If you want to do a POST request, use:

app.post('/path', {'vars': 'values'}, [headers], [extra_environ],
         [upload_files], ...)

Specifically the second argument is the body of the request. You
can pass in a dictionary (or dictionary-like object), or a string
body (dictionary objects are turned into HTML form submissions).

You can also pass in the keyword argument upload_files, which is a
list of [(fieldname, filename, fild_content)]. File uploads use a
different form submission data type to pass the structured data.

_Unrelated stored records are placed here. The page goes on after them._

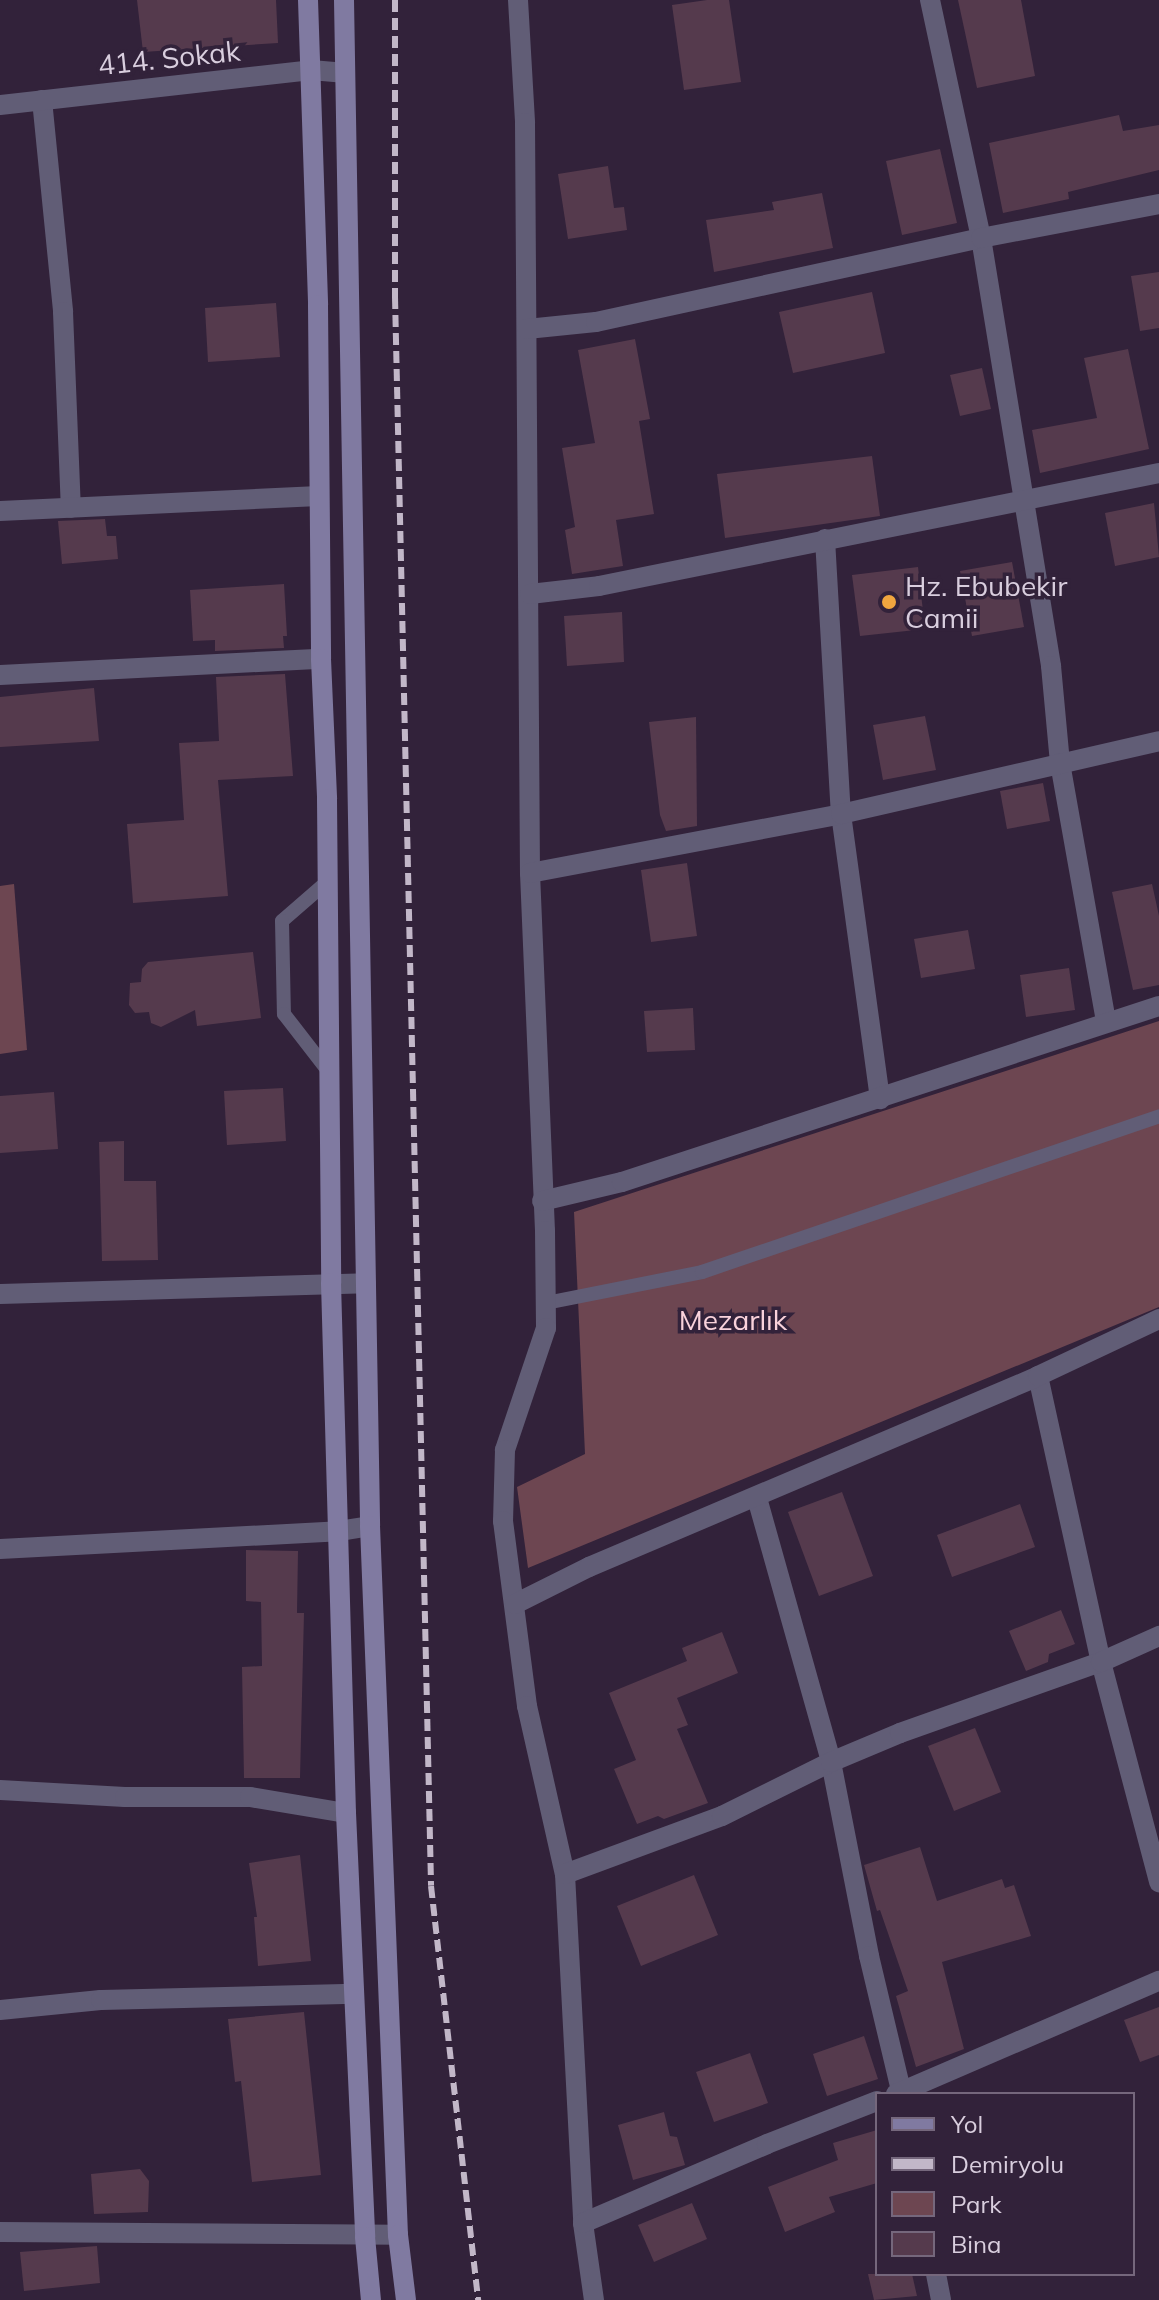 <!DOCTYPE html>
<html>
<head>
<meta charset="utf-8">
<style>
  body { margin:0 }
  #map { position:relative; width:1159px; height:2300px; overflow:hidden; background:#32223a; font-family:Mulish,sans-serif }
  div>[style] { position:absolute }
  .green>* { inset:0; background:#6d4651 }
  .building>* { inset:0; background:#553a4d }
  .lane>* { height:14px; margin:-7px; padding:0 7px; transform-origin:7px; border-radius:7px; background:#615d76 }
  .street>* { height:20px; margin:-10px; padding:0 10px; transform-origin:10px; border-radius:10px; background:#615d76 }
  .secondary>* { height:20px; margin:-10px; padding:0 10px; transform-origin:10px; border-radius:10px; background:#807aa1 }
  .rail>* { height:6px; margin-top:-3px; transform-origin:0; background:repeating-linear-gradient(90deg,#c2b7c8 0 12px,transparent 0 18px) }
  .dots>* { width:22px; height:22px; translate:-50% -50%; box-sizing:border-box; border:4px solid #32223a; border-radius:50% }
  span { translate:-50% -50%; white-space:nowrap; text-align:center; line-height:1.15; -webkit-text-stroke:7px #32223a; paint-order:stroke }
  .street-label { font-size:28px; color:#d9cede }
  .poi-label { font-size:28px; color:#d9cede }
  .left { translate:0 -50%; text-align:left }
  .park-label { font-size:28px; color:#f9d2db }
  .legend { position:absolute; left:875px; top:2092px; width:260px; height:184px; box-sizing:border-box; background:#32223a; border:2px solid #75677c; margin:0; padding:10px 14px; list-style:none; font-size:24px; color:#d9cede }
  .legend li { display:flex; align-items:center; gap:16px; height:40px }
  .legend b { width:40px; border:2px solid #75677c }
</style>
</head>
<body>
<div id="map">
  <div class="green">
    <i style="clip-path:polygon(14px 884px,27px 1050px,0 1054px,0 886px)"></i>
    <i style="clip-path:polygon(1159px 1021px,1159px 1307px,528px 1568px,517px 1487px,585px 1454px,574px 1212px)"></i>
  </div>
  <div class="building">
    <i style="clip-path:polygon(137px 0,276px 0,278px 43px,143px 52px)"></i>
    <i style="clip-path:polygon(707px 0,729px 0,741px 82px,684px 90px,672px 5px)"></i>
    <i style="clip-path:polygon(958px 0,1021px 0,1035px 76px,977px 88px)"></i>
    <i style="clip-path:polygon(1119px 115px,1123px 131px,1159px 125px,1159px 170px,1068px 192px,1069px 199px,1003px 213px,989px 143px)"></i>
    <i style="clip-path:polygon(940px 149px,957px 223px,902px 235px,886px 161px)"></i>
    <i style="clip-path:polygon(608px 166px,614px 208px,624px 207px,627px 230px,568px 239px,558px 174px)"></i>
    <i style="clip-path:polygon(822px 193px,833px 248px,714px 272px,706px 220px,774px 210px,772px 202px)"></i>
    <i style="clip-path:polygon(1159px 272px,1159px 328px,1140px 331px,1131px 276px)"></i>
    <i style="clip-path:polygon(872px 292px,885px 353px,793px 373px,779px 312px)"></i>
    <i style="clip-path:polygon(276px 303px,280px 357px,208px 362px,205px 308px)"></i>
    <i style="clip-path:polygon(635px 339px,650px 419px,639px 421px,654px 514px,616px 520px,623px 566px,572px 574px,565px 530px,575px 527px,562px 448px,595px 443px,578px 350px)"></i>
    <i style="clip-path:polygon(1128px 349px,1149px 449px,1040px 473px,1032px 430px,1097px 418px,1084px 358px)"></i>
    <i style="clip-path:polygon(982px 368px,991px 409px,960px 416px,950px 375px)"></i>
    <i style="clip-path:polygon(872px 456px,880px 516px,725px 538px,717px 474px)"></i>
    <i style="clip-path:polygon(1154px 503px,1159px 557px,1115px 566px,1105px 513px)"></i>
    <i style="clip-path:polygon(105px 519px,107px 536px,116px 536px,118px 559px,62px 564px,58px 521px)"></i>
    <i style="clip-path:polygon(1012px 562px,1024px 627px,972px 636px,960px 571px)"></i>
    <i style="clip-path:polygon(918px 567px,925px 629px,860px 636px,852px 575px)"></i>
    <i style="clip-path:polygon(284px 584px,287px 636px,283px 636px,284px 648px,215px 651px,215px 640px,193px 641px,190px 590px)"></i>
    <i style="clip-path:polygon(622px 612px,624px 662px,567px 666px,564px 616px)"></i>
    <i style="clip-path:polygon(285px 674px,293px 776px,218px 780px,228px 896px,133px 903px,127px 824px,184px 820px,179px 743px,219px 741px,216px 677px)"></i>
    <i style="clip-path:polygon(94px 688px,99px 741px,0 747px,0 697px)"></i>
    <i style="clip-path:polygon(925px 716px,936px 770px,883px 780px,873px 725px)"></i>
    <i style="clip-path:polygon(696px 717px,697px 826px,666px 831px,660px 815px,649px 722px)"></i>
    <i style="clip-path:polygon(1043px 783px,1050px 821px,1007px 829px,1000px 791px)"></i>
    <i style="clip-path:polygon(687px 863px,697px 936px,651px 942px,641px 870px)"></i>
    <i style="clip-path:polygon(1152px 884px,1159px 916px,1159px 985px,1133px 990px,1112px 892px)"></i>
    <i style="clip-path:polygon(968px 930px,975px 969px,921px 978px,914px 939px)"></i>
    <i style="clip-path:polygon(253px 952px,261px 1018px,197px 1026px,195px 1010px,161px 1027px,151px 1023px,149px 1012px,135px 1013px,129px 1005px,130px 983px,141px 982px,142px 969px,148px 962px)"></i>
    <i style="clip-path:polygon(1069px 968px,1075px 1010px,1026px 1017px,1020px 975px)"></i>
    <i style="clip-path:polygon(693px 1008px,695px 1050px,647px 1052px,644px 1011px)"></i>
    <i style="clip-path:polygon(283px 1088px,286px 1141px,227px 1145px,224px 1091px)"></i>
    <i style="clip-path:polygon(54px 1092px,58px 1149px,0 1153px,0 1096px)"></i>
    <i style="clip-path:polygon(124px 1141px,124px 1181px,156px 1181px,158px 1260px,102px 1261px,99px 1142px)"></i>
    <i style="clip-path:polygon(842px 1492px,873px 1576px,819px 1596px,788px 1512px)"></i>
    <i style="clip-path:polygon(1020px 1504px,1035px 1547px,952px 1577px,937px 1535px)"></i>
    <i style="clip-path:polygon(246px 1550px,298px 1551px,297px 1613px,304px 1613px,300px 1778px,244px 1778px,242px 1667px,262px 1666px,261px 1602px,246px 1601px)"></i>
    <i style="clip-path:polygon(1061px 1610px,1075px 1644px,1049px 1654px,1048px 1662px,1026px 1671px,1009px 1631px)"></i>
    <i style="clip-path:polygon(722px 1632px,738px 1673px,677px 1698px,688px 1725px,677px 1729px,708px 1803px,664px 1819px,658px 1816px,637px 1824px,614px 1769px,636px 1760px,609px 1693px,687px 1661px,682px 1648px)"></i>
    <i style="clip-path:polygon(975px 1728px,1001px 1792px,954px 1811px,928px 1746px)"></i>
    <i style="clip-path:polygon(920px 1847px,937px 1901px,1002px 1879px,1005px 1888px,1014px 1885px,1031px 1936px,942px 1962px,964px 2049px,916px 2067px,896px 1996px,908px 1991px,880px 1910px,877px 1911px,864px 1865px)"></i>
    <i style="clip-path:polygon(300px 1855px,311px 1961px,258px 1966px,254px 1917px,257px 1917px,249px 1863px)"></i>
    <i style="clip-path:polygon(694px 1875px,718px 1935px,641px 1966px,617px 1906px)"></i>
    <i style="clip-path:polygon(1159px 2007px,1159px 2055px,1140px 2062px,1124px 2020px)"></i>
    <i style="clip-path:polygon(304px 2012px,321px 2175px,252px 2182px,241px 2081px,235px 2082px,228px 2019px)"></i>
    <i style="clip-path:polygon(864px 2036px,878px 2079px,827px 2096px,813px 2054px)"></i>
    <i style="clip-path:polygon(750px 2053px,768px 2103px,714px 2122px,696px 2072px)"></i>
    <i style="clip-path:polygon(664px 2112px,670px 2136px,677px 2137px,685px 2165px,633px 2180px,618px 2125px)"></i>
    <i style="clip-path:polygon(877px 2130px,877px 2183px,829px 2197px,835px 2212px,785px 2232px,768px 2187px,838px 2160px,833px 2143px)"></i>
    <i style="clip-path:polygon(140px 2169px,149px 2181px,148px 2212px,94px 2214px,91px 2174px)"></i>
    <i style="clip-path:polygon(692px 2203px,707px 2239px,654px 2262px,638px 2225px)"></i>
    <i style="clip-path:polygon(97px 2246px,100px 2283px,24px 2291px,20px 2252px)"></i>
    <i style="clip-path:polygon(868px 2274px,912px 2274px,917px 2296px,874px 2300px)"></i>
  </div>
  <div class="lane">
    <i style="left:328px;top:881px;width:61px;rotate:139deg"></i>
    <i style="left:282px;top:921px;width:93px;rotate:88.8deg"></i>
    <i style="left:284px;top:1014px;width:73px;rotate:52.2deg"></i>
    <i style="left:546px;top:1303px;width:159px;rotate:-11.2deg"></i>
    <i style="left:702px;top:1272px;width:483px;rotate:-18.8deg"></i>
  </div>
  <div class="street">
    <i style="left:518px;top:0;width:123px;rotate:86.7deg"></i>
    <i style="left:525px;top:123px;width:750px;rotate:89.62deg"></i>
    <i style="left:530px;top:873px;width:358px;rotate:87.6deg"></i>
    <i style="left:545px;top:1231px;width:97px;rotate:89.4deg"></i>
    <i style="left:546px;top:1328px;width:129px;rotate:108.6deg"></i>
    <i style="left:505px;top:1450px;width:71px;rotate:91.6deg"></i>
    <i style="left:503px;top:1521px;width:187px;rotate:82.6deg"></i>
    <i style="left:527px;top:1706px;width:172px;rotate:77.3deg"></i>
    <i style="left:565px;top:1874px;width:349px;rotate:87deg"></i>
    <i style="left:583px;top:2223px;width:78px;rotate:81.9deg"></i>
    <i style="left:930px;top:0;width:243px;rotate:77.9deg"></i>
    <i style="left:981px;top:238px;width:434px;rotate:80.7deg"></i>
    <i style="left:1051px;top:666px;width:97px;rotate:84.7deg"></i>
    <i style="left:1060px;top:763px;width:263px;rotate:79.9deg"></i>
    <i style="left:42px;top:100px;width:213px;rotate:84.3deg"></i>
    <i style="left:63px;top:312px;width:196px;rotate:87.7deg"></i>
    <i style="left:0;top:105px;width:313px;rotate:-6.4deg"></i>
    <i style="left:311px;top:70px;width:32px;rotate:5deg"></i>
    <i style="left:527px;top:329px;width:69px;rotate:-5.8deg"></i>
    <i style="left:596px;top:322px;width:394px;rotate:-12.3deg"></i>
    <i style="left:981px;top:238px;width:181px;rotate:-10.8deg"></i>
    <i style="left:0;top:511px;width:319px;rotate:-2.7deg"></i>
    <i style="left:825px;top:539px;width:275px;rotate:86.7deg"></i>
    <i style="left:841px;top:814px;width:288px;rotate:82.2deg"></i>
    <i style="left:530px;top:594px;width:69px;rotate:-6.6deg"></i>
    <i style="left:599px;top:586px;width:571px;rotate:-11.41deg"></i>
    <i style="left:0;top:675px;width:321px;rotate:-2.9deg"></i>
    <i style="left:530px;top:873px;width:317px;rotate:-10.7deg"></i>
    <i style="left:841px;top:814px;width:326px;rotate:-12.9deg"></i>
    <i style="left:542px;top:1201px;width:82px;rotate:-13.4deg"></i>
    <i style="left:622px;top:1182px;width:565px;rotate:-18.15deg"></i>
    <i style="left:0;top:1294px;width:366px;rotate:-1.7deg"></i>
    <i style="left:1038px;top:1376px;width:293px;rotate:77.6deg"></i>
    <i style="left:1101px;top:1662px;width:228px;rotate:75.2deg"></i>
    <i style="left:757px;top:1498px;width:274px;rotate:74.3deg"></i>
    <i style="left:831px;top:1762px;width:198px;rotate:78.9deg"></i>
    <i style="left:869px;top:1956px;width:142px;rotate:76.6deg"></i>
    <i style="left:0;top:1549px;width:339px;rotate:-3deg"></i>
    <i style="left:339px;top:1531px;width:31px;rotate:-9deg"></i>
    <i style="left:515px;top:1604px;width:83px;rotate:-26.6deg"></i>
    <i style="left:589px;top:1567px;width:488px;rotate:-23deg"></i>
    <i style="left:1038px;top:1376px;width:134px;rotate:-25.2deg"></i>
    <i style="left:0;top:1790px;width:125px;rotate:3.2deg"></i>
    <i style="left:125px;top:1797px;width:125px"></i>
    <i style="left:250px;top:1797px;width:97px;rotate:9.5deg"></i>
    <i style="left:565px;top:1874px;width:167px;rotate:-20.3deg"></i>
    <i style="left:722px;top:1816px;width:122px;rotate:-26.4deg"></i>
    <i style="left:831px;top:1762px;width:75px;rotate:-22.8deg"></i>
    <i style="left:900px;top:1733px;width:213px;rotate:-19.5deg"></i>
    <i style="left:1101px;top:1662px;width:64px;rotate:-24.1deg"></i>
    <i style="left:0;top:2010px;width:101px;rotate:-5.7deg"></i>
    <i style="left:101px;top:2000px;width:253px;rotate:-1.4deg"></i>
    <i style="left:896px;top:2094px;width:286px;rotate:-23.3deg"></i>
    <i style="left:583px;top:2223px;width:200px;rotate:-23.2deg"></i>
    <i style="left:767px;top:2144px;width:118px;rotate:-21.4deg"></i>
    <i style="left:0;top:2232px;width:398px;rotate:0.4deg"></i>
    <i style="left:936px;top:2274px;width:26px;rotate:79deg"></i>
  </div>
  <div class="secondary">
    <i style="left:308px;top:0;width:305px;rotate:88.1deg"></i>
    <i style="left:318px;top:305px;width:354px;rotate:89.5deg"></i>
    <i style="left:321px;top:659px;width:140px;rotate:87.5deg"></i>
    <i style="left:327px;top:799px;width:484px;rotate:89.5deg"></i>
    <i style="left:331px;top:1283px;width:530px;rotate:88.38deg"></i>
    <i style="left:346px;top:1813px;width:424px;rotate:87.4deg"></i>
    <i style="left:365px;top:2237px;width:63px;rotate:84.6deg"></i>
    <i style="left:344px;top:0;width:1526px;rotate:89.02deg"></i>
    <i style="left:370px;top:1526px;width:710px;rotate:87.74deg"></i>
    <i style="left:398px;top:2235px;width:65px;rotate:83deg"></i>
  </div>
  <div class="rail">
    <i style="left:395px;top:0;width:297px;rotate:90deg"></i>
    <i style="left:395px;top:297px;width:1589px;rotate:88.7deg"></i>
    <i style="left:431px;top:1886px;width:417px;rotate:83.5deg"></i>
  </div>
  <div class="dots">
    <i style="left:889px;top:602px;background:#f0a63f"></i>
  </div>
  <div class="street-label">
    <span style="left:169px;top:58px;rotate:-6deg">414. Sokak</span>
  </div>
  <div class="poi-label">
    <span class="left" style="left:905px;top:602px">Hz. Ebubekir<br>Camii</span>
  </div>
  <div class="park-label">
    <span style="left:733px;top:1320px">Mezarlık</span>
  </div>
  <ul class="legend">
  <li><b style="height:10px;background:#807aa1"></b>Yol</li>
  <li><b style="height:10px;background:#c2b7c8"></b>Demiryolu</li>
  <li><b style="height:22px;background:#6d4651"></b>Park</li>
  <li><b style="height:22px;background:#553a4d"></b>Bina</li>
  </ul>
</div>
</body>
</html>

For other verbs you can use:

app.put(path, params, ...)
app.delete(path, ...)

These do PUT and DELETE requests.

Modifying the Environment & Simulating Authentication¶

The best way to simulate authentication is if your application looks
in environ['REMOTE_USER'] to see if someone is authenticated.
Then you can simply set that value, like:

app.get('/secret', extra_environ=dict(REMOTE_USER='bob'))

If you want all your requests to have this key, do:

app = TestApp(my_app, extra_environ=dict(REMOTE_USER='bob'))

What Is Tested By Default¶

A key concept behind WebTest is that there’s lots of things you
shouldn’t have to check everytime you do a request. It is assumed
that the response will either be a 2xx or 3xx response; if it isn’t an
exception will be raised (you can override this for a request, of
course). The WSGI application is tested for WSGI compliance with
a slightly modified version of wsgiref.validate
(modified to support arguments to InputWrapper.readline)
automatically. Also it checks that nothing is printed to the
environ['wsgi.errors'] error stream, which typically indicates a
problem (one that would be non-fatal in a production situation, but if
you are testing is something you should avoid).

To indicate another status is expected, use the keyword argument
status=404 to (for example) check that it is a 404 status, or
status="*" to allow any status.

If you expect errors to be printed, use expect_errors=True.